Provided data:
·····
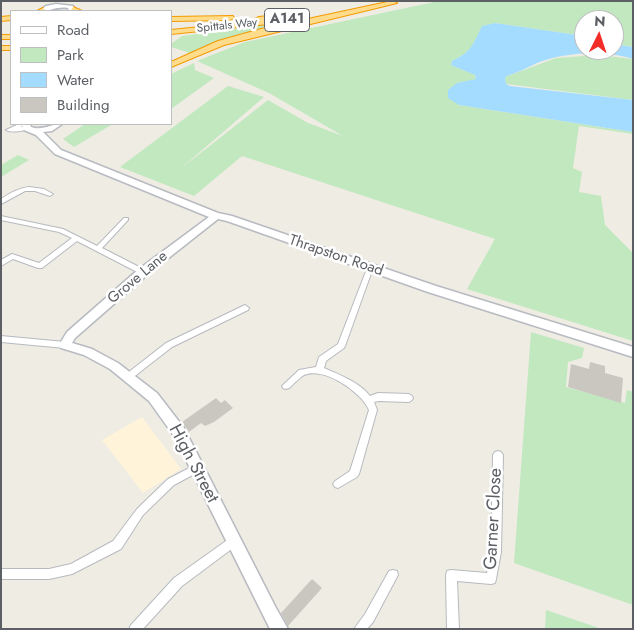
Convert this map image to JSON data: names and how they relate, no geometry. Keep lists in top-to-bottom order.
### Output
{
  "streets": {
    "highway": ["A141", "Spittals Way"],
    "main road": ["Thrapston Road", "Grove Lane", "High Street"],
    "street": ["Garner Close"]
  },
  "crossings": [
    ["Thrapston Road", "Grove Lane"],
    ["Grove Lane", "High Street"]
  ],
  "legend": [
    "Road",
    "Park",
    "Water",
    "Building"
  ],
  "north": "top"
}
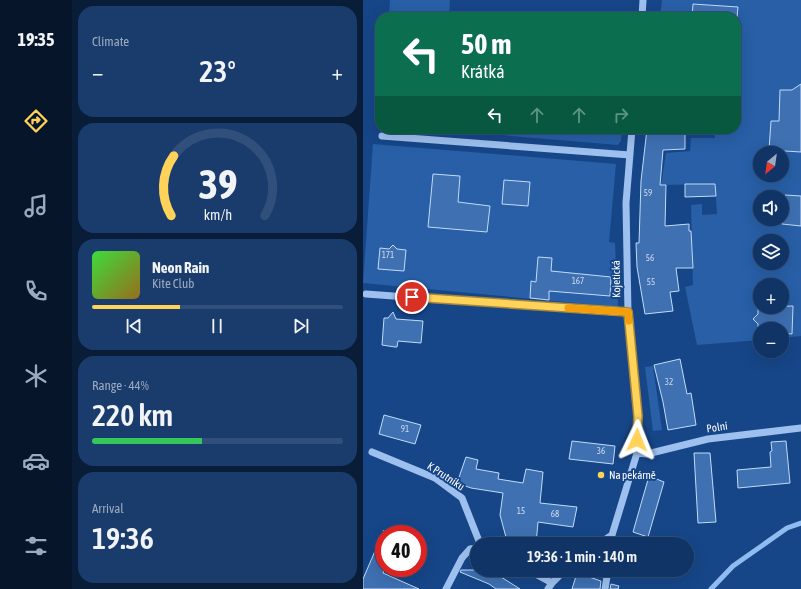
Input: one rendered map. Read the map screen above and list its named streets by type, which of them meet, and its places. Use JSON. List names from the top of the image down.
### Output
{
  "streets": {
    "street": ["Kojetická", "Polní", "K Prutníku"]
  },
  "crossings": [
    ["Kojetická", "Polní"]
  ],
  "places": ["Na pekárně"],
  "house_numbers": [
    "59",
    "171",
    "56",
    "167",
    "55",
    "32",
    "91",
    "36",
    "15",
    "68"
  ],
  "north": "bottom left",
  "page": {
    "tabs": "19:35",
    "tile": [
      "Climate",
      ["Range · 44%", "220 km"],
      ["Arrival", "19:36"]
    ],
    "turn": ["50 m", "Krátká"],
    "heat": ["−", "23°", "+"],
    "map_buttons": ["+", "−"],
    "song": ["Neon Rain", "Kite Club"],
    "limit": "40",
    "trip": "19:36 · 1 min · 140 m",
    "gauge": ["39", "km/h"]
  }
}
·····
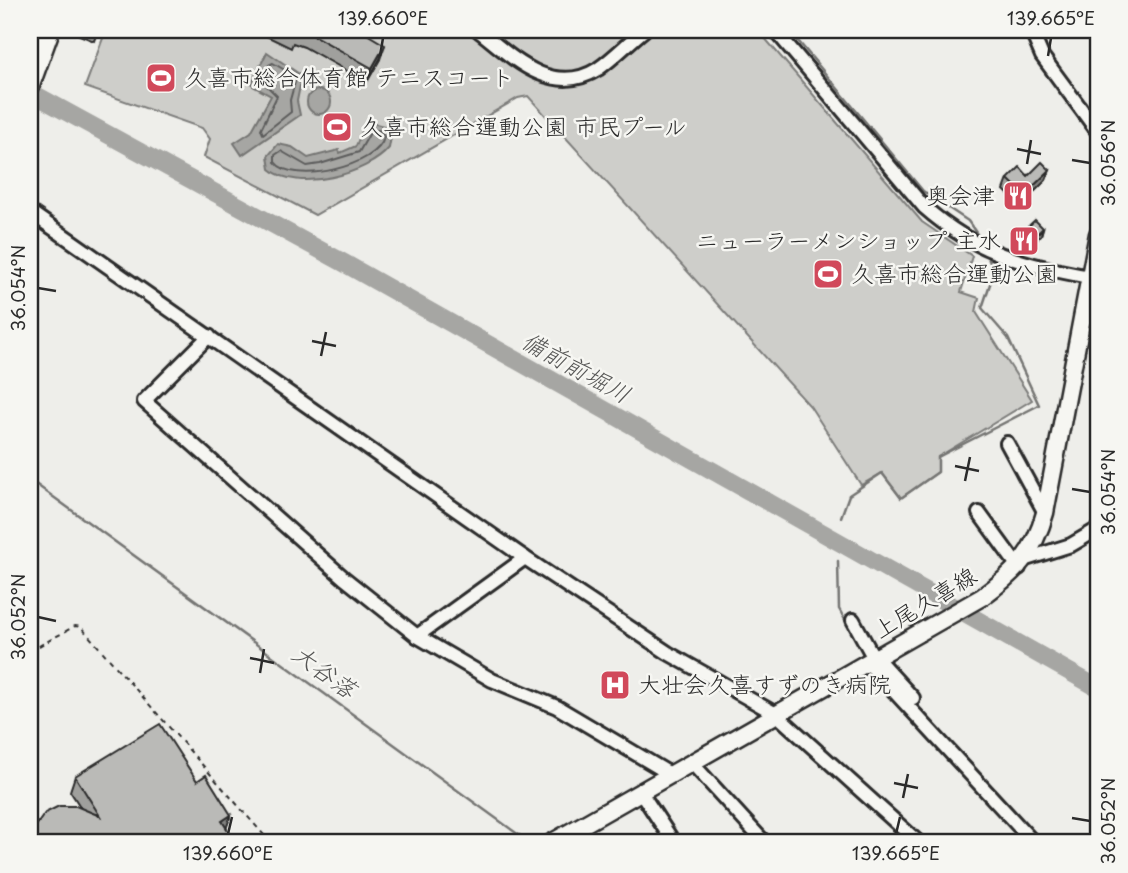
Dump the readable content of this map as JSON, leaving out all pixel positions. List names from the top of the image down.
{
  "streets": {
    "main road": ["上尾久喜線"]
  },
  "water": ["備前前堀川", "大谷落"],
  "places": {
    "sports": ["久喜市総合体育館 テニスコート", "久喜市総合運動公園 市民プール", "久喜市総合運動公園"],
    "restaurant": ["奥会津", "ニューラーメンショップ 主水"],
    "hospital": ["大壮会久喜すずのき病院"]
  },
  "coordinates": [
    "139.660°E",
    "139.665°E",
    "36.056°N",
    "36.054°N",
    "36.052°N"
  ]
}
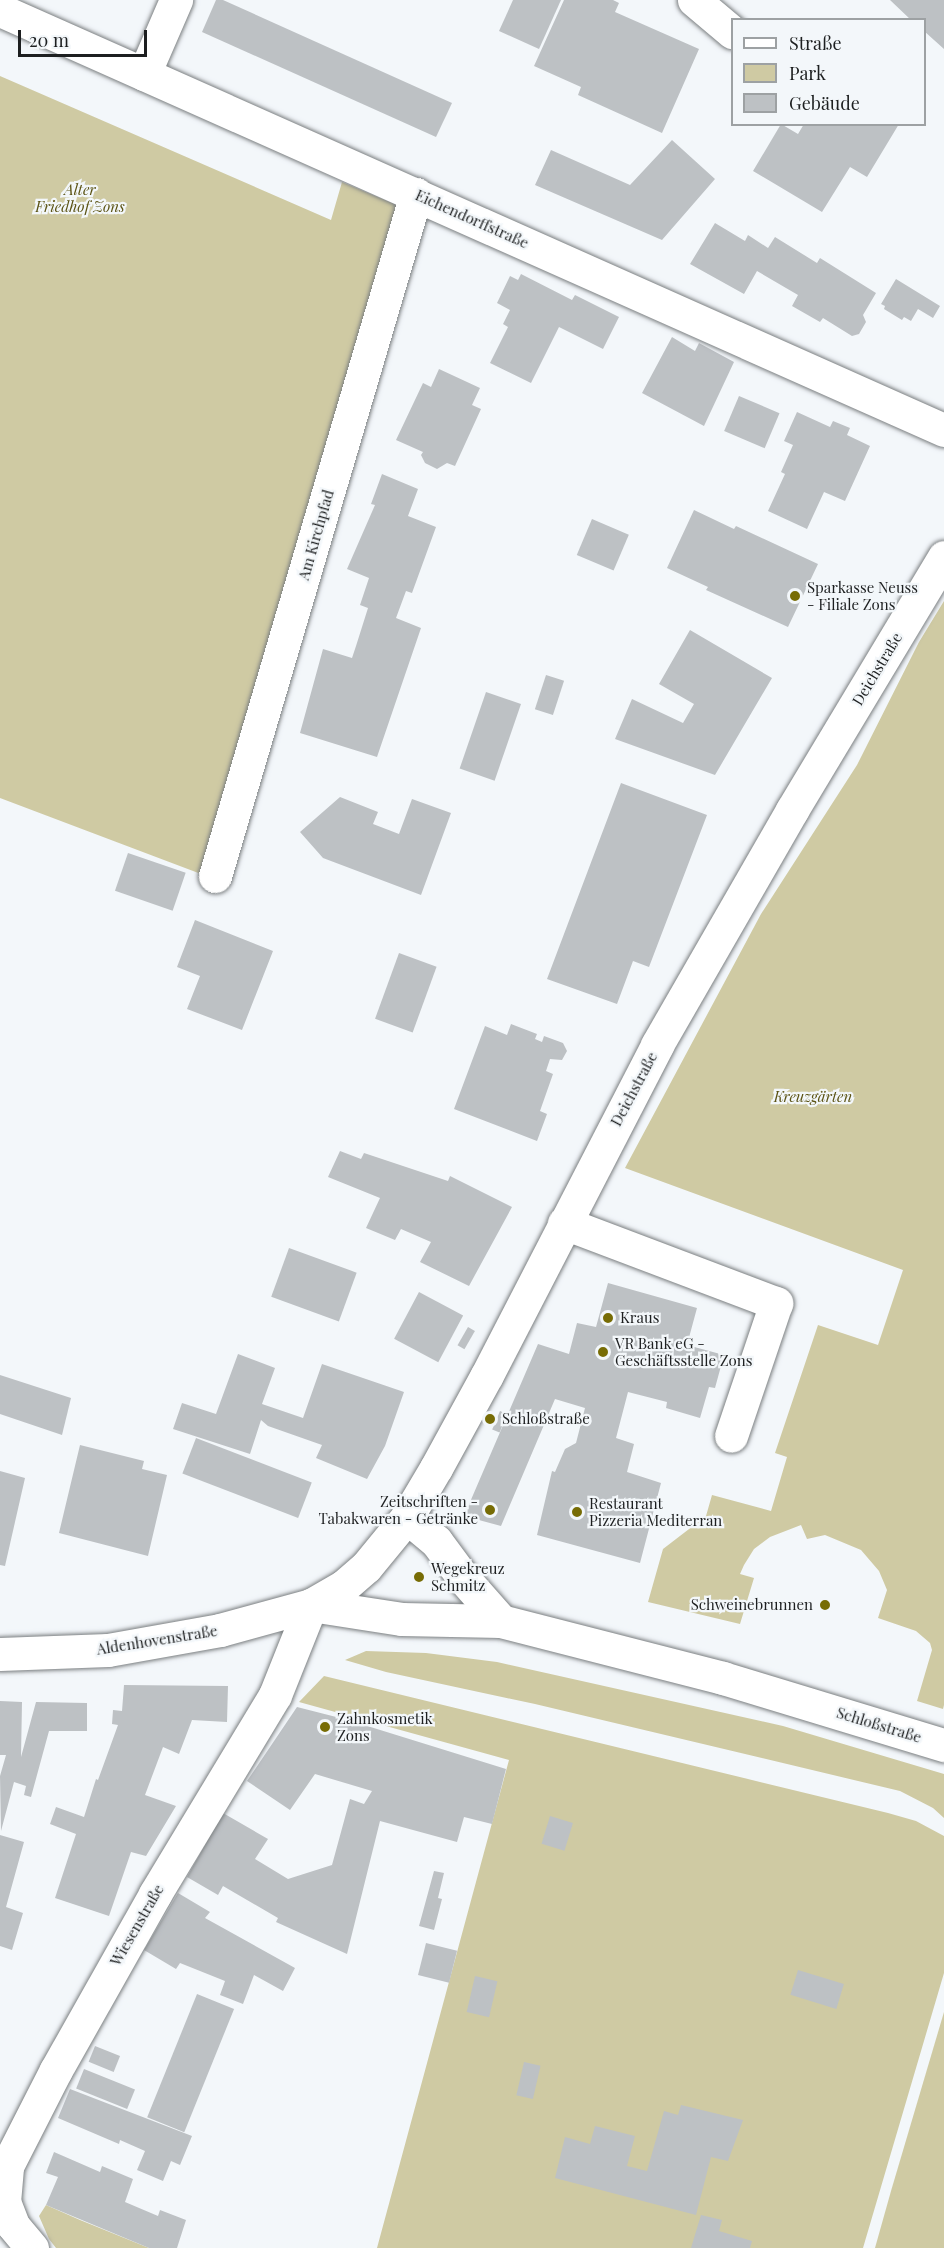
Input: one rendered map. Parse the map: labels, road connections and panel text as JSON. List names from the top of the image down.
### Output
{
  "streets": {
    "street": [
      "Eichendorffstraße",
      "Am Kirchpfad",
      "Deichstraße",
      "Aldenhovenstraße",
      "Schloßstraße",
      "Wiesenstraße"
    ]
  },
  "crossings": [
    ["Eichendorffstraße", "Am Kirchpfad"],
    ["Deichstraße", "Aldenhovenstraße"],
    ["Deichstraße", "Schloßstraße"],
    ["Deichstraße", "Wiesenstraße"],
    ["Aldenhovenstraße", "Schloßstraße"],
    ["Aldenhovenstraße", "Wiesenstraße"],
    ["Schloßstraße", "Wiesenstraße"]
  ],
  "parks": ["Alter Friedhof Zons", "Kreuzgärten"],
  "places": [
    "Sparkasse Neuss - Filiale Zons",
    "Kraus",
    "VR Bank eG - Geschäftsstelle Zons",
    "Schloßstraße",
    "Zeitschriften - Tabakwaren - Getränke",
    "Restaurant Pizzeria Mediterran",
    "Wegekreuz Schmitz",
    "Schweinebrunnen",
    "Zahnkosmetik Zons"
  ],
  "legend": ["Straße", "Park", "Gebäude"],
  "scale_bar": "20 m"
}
·····
Exercise prompt: Select every line above that contains the word "rendered", and copy it.

Result below:
Input: one rendered map. Read the map screen above and list its named streets by type, which of them meet, and its places. Use JSON. List names from the top of the image down.
Input: one rendered map. Parse the map: labels, road connections and panel text as JSON. List names from the top of the image down.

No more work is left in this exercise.